Source material:
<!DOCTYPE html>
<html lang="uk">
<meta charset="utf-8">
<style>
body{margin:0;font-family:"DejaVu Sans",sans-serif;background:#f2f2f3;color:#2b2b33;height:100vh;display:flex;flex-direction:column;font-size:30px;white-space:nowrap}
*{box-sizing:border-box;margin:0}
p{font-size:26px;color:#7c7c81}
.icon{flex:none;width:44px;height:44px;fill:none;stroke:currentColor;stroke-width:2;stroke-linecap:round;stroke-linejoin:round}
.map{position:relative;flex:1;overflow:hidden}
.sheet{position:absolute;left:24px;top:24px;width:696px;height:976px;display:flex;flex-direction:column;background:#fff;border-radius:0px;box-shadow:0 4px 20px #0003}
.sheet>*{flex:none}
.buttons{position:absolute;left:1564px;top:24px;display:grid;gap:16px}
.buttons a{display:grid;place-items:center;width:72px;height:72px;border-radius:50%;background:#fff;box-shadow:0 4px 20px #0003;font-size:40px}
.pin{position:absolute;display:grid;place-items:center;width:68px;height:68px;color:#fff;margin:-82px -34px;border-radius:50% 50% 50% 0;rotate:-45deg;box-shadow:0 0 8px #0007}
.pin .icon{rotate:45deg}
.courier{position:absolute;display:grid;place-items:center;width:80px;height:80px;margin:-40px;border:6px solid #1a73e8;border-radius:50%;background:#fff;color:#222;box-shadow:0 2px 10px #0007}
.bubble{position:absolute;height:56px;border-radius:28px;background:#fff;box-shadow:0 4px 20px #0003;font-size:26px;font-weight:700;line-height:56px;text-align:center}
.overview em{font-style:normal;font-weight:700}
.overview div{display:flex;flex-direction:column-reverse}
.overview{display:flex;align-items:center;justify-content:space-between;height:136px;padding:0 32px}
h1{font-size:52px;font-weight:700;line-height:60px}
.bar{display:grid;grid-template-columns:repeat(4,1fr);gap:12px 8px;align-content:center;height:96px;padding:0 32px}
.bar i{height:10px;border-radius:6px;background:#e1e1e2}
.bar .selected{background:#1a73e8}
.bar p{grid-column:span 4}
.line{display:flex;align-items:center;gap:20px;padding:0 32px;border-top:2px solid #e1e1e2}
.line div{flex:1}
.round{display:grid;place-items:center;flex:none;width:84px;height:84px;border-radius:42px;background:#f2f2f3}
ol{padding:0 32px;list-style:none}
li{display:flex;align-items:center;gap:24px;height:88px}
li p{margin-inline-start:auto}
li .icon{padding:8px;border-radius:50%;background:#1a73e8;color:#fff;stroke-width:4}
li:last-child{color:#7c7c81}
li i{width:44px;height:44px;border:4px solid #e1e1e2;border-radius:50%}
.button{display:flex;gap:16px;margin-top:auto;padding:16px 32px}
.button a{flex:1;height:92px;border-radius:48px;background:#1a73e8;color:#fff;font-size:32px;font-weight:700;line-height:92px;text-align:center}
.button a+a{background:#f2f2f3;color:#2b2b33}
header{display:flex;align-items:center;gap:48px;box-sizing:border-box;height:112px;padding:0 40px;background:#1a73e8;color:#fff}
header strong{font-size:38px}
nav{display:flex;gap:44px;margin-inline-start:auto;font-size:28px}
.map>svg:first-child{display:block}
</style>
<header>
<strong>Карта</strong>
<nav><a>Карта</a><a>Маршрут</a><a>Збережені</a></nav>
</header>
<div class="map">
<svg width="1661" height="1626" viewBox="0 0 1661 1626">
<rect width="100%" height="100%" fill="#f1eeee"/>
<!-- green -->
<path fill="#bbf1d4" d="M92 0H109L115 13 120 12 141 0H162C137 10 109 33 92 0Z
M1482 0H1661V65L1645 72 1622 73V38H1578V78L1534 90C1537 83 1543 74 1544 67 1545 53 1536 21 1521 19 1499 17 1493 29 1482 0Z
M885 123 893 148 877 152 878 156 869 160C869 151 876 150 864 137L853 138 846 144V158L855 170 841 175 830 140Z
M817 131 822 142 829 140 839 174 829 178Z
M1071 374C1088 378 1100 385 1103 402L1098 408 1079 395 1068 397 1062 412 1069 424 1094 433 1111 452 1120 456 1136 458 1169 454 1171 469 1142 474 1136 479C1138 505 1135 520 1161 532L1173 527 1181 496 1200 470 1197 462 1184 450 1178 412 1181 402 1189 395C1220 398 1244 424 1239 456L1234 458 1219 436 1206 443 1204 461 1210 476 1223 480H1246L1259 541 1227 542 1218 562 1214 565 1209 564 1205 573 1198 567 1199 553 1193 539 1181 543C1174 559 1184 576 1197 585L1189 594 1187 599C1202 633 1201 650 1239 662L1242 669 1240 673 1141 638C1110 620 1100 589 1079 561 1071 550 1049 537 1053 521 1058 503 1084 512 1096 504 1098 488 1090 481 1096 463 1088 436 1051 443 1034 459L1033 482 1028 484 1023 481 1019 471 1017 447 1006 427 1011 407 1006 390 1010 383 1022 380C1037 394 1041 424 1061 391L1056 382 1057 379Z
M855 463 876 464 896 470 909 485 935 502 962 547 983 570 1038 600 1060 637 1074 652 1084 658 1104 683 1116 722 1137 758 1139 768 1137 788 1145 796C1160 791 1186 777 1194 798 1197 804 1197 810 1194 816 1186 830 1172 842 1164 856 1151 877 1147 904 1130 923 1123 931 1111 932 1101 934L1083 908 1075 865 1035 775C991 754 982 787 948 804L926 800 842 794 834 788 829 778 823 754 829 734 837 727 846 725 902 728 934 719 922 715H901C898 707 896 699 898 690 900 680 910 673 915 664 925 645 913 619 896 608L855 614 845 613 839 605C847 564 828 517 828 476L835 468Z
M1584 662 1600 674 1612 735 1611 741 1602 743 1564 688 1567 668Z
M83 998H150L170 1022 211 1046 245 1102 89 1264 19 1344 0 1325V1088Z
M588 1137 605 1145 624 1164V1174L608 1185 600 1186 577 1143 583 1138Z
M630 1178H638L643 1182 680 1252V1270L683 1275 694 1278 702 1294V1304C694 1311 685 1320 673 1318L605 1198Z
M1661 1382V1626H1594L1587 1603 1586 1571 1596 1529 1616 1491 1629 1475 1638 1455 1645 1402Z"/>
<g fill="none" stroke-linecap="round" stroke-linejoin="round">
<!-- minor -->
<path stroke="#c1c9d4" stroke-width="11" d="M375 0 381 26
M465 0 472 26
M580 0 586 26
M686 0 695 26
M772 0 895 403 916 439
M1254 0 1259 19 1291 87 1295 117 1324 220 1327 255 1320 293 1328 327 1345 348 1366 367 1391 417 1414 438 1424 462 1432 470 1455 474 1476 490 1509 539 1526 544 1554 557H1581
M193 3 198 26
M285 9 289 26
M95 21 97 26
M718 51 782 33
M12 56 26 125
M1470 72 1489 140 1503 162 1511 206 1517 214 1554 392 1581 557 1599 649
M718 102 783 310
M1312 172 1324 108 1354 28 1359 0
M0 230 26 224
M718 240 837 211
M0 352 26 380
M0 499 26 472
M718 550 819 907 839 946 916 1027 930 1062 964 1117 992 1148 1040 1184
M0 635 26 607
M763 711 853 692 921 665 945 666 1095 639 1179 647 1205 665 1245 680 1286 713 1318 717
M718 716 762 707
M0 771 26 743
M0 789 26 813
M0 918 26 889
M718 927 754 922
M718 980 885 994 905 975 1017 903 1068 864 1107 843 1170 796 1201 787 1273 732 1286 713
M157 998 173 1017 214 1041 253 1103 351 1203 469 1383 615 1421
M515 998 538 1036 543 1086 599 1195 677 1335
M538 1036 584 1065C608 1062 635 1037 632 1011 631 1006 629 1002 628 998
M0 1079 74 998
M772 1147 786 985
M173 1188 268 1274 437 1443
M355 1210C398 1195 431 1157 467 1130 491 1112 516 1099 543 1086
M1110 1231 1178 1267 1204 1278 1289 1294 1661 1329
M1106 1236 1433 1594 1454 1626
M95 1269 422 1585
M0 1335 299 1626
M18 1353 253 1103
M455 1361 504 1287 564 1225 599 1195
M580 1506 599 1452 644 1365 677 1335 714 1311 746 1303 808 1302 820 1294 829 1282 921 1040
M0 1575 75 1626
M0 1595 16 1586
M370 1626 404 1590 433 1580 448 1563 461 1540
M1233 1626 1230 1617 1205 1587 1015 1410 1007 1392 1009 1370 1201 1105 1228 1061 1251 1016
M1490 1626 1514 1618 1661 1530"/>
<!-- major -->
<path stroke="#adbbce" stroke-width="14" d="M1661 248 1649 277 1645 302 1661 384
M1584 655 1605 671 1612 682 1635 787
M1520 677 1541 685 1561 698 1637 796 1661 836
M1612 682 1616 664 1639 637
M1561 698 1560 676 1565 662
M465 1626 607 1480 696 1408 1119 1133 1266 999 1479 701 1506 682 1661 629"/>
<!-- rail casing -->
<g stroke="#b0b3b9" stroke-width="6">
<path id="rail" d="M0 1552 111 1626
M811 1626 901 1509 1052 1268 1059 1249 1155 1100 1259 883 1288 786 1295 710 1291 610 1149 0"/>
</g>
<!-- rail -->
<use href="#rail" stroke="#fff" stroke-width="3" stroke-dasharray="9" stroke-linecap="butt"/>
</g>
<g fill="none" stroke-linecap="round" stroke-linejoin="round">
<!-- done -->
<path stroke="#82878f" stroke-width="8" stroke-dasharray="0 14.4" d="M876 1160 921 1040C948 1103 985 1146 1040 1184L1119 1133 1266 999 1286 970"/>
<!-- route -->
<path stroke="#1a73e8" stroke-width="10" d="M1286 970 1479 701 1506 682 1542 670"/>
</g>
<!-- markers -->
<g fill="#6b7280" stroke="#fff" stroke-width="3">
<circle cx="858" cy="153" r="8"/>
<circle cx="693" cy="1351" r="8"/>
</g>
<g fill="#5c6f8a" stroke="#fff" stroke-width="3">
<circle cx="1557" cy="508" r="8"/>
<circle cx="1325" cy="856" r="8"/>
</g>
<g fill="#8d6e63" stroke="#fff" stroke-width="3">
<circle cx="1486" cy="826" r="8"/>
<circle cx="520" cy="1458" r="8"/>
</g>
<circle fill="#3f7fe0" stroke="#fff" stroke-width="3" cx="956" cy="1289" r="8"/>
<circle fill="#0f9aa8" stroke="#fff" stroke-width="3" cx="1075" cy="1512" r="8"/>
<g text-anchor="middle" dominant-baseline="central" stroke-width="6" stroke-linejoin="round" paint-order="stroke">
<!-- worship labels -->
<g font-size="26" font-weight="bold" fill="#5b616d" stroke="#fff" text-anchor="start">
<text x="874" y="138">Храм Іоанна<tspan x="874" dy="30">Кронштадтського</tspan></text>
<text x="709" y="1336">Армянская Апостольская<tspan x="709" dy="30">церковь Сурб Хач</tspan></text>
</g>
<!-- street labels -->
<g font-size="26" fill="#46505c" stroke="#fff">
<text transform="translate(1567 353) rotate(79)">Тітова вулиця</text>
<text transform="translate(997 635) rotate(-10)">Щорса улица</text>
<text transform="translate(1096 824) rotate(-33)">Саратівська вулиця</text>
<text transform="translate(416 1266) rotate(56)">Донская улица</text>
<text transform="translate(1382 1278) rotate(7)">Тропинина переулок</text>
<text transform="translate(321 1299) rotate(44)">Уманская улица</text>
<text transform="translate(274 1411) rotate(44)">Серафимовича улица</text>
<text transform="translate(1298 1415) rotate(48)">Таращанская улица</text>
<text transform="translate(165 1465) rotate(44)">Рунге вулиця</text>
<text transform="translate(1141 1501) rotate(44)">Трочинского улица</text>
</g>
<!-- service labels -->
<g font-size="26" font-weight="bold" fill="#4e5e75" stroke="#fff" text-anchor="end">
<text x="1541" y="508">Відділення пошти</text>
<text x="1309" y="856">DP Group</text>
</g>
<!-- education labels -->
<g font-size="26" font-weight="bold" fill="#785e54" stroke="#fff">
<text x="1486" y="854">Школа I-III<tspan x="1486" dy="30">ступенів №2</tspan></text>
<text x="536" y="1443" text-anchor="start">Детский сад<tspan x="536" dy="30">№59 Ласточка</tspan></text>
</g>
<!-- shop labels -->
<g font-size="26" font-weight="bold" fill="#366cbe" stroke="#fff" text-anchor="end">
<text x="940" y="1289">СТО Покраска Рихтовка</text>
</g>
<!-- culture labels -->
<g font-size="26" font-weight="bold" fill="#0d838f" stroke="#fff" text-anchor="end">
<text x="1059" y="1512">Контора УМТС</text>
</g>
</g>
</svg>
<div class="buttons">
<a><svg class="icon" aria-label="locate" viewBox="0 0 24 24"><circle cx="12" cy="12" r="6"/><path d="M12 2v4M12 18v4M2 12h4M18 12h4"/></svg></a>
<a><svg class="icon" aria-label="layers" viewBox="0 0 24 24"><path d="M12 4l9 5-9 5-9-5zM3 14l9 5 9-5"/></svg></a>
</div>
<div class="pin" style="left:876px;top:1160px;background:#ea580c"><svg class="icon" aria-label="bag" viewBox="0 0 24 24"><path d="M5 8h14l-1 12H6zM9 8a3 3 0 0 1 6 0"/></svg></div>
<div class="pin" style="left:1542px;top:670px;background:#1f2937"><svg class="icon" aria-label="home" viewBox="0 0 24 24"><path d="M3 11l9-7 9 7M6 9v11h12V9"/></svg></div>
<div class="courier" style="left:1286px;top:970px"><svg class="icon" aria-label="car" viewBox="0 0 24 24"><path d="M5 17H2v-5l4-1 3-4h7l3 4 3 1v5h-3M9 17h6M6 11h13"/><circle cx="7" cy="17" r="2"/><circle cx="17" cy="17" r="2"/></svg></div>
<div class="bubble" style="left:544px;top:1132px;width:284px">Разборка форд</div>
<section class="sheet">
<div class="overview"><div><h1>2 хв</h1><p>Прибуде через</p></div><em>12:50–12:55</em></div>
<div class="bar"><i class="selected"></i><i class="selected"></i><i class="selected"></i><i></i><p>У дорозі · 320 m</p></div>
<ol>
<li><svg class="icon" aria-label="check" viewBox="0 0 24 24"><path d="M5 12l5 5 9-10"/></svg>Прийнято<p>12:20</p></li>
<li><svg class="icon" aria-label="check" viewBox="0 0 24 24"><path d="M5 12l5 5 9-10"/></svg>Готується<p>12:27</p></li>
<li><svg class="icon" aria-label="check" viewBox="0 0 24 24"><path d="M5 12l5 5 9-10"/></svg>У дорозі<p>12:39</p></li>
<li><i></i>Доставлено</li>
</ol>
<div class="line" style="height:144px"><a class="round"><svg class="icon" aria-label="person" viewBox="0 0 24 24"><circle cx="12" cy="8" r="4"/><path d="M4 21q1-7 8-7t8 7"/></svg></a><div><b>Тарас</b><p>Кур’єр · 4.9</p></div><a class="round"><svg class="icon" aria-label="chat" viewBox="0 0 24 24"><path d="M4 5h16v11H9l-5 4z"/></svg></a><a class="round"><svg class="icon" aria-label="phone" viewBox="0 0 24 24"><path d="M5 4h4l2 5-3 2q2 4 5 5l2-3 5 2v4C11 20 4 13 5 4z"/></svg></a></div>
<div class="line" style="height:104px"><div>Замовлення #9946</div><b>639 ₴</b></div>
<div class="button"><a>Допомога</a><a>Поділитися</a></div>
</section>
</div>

What you should do:
Work out how many lines in the entries hold the string "дорозі". Your answer should consist solely of that number.

Solution to the problem:
2